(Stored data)
+++

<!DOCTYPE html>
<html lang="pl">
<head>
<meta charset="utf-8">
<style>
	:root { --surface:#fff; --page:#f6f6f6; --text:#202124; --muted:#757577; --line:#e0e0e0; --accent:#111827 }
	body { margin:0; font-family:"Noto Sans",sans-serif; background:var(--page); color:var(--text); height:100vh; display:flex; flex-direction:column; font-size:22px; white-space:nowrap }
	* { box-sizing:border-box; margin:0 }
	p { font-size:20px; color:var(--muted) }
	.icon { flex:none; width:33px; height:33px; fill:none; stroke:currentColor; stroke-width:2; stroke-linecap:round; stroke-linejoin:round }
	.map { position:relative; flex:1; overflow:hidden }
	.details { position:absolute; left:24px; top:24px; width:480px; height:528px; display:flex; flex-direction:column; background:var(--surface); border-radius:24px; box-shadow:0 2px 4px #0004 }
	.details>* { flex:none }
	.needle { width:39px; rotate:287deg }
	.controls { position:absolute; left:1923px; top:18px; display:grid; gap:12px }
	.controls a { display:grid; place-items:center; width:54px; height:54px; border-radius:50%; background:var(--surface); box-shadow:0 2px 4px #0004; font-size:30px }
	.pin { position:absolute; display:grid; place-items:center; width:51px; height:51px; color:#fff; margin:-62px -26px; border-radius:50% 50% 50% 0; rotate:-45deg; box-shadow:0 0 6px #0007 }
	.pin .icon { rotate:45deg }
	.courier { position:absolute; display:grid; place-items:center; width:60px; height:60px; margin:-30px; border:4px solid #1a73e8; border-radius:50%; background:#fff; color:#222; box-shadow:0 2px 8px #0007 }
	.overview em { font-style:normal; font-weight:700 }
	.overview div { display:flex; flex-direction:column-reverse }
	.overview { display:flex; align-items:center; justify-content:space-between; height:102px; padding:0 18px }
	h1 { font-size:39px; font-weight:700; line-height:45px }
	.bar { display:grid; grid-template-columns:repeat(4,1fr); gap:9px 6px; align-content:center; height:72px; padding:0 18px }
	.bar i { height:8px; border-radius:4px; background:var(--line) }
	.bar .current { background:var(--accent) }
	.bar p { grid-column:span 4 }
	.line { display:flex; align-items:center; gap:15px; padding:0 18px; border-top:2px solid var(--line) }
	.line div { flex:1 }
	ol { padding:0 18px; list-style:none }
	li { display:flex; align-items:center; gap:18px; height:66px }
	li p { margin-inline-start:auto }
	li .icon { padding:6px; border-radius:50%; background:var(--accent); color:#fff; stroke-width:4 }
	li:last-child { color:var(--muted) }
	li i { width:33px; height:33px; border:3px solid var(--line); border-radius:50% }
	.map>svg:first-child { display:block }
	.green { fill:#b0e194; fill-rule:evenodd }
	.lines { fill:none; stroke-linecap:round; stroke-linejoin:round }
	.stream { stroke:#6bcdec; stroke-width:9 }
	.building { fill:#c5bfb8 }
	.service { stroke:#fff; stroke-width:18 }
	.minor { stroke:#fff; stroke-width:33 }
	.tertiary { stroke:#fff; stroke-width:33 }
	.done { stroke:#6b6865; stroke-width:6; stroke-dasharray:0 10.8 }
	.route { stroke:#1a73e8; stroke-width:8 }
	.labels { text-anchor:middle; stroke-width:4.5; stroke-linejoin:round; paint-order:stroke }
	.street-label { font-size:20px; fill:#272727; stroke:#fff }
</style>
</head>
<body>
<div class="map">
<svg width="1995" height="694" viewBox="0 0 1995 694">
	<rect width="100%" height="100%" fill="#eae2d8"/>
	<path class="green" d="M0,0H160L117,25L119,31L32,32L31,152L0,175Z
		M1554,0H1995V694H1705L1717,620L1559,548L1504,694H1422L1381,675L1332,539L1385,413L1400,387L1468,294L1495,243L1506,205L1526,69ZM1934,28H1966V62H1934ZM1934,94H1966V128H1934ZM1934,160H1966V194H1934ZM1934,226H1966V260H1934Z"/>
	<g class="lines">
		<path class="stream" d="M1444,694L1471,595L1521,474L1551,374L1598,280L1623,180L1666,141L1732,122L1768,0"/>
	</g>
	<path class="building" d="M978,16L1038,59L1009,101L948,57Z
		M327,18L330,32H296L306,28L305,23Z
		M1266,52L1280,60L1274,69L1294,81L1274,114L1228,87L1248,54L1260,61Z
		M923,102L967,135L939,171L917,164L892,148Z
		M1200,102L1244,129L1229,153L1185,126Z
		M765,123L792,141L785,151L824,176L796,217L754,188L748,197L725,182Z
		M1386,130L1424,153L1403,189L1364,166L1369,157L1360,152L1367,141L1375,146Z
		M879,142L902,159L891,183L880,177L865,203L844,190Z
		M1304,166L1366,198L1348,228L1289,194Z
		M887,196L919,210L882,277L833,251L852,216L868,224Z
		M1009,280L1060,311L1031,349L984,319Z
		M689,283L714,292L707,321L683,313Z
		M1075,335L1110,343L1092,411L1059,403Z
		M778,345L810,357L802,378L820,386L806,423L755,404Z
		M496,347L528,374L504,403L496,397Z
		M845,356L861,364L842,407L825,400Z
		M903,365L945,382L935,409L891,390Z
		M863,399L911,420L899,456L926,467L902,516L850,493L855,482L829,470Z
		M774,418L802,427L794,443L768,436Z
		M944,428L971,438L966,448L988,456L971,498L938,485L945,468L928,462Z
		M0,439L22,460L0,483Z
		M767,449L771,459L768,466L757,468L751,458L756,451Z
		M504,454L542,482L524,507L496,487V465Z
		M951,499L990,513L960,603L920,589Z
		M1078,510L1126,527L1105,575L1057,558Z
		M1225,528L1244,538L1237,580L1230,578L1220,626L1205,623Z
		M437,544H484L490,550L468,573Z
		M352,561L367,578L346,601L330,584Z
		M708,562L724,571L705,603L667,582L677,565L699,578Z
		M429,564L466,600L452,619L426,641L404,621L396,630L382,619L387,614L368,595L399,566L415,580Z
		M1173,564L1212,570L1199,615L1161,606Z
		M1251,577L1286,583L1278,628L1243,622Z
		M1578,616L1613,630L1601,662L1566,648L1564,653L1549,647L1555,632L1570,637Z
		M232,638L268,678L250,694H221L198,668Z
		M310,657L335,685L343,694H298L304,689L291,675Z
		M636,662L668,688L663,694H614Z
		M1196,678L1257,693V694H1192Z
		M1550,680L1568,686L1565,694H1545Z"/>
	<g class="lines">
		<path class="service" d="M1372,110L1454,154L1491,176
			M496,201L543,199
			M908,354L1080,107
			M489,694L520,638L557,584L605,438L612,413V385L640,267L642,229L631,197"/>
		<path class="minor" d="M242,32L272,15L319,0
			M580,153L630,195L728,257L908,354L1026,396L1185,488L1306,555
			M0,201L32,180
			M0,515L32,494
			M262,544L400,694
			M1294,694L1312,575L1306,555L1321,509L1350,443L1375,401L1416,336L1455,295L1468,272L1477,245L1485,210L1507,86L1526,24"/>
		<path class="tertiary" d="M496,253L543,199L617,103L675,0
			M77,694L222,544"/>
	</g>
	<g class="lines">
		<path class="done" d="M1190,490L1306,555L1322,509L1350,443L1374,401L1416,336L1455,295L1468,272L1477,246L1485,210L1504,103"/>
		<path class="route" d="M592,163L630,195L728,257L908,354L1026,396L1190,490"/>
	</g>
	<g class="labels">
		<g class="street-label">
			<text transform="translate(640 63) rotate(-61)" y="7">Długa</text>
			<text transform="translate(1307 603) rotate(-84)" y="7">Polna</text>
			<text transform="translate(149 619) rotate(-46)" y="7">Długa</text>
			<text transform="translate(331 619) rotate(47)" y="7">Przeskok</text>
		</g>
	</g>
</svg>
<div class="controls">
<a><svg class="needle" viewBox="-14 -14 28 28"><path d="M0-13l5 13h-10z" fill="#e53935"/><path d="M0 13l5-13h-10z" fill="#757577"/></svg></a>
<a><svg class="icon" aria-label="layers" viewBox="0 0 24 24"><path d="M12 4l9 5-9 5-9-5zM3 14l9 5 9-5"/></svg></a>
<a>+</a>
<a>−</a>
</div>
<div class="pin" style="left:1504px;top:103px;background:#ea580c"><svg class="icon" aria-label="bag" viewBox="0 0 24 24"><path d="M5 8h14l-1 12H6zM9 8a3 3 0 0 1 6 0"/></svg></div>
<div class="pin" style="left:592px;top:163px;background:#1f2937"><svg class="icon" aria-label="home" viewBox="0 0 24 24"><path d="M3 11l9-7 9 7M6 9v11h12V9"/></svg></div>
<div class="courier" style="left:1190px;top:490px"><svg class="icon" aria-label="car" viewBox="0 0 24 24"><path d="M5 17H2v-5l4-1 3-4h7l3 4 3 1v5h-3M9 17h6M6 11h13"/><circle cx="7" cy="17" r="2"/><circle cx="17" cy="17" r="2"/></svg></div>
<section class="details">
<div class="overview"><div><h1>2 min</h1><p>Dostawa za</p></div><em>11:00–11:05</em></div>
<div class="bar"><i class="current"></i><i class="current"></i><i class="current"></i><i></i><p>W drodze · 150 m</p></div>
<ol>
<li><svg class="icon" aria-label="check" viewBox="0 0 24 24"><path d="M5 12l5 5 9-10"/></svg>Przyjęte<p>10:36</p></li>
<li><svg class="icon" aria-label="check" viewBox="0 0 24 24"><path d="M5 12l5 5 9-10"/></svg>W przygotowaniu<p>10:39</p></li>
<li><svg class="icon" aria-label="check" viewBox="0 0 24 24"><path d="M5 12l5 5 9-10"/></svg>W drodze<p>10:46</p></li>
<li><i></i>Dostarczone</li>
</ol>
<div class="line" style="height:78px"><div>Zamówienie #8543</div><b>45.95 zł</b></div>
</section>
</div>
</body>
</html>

+++

(Exercise goal) Please copy each line of the records above in which the word "linecap" can be found.

(Completed exercise)
	.icon { flex:none; width:33px; height:33px; fill:none; stroke:currentColor; stroke-width:2; stroke-linecap:round; stroke-linejoin:round }
	.lines { fill:none; stroke-linecap:round; stroke-linejoin:round }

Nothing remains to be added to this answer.